## TASK
Among the entries below, find the lines with the word "Kulikov" and return them.

## DATA SUPPLIED
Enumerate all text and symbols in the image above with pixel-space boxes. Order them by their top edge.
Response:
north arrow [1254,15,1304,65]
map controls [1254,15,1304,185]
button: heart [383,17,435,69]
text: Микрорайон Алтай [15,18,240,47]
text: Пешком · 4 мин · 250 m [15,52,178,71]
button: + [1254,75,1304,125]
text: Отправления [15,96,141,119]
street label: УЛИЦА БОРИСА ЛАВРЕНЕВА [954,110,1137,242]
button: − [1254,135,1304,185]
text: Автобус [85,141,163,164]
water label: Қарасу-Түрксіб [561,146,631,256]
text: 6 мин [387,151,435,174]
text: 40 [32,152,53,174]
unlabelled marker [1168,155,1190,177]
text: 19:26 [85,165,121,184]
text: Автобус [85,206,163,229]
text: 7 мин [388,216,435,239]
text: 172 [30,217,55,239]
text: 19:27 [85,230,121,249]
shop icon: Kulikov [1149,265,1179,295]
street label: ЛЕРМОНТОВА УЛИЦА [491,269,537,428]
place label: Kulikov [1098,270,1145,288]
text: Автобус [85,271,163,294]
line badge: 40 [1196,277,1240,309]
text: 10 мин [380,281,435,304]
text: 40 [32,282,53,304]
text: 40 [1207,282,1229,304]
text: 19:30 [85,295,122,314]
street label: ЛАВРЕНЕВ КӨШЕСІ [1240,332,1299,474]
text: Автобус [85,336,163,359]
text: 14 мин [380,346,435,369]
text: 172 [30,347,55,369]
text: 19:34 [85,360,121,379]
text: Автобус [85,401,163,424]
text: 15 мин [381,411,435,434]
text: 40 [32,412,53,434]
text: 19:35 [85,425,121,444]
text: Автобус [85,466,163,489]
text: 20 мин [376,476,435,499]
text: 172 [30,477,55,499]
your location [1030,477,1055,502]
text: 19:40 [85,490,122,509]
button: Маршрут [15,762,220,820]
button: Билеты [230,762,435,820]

## RESULT FOR THIS TASK
shop icon: Kulikov [1149,265,1179,295]
place label: Kulikov [1098,270,1145,288]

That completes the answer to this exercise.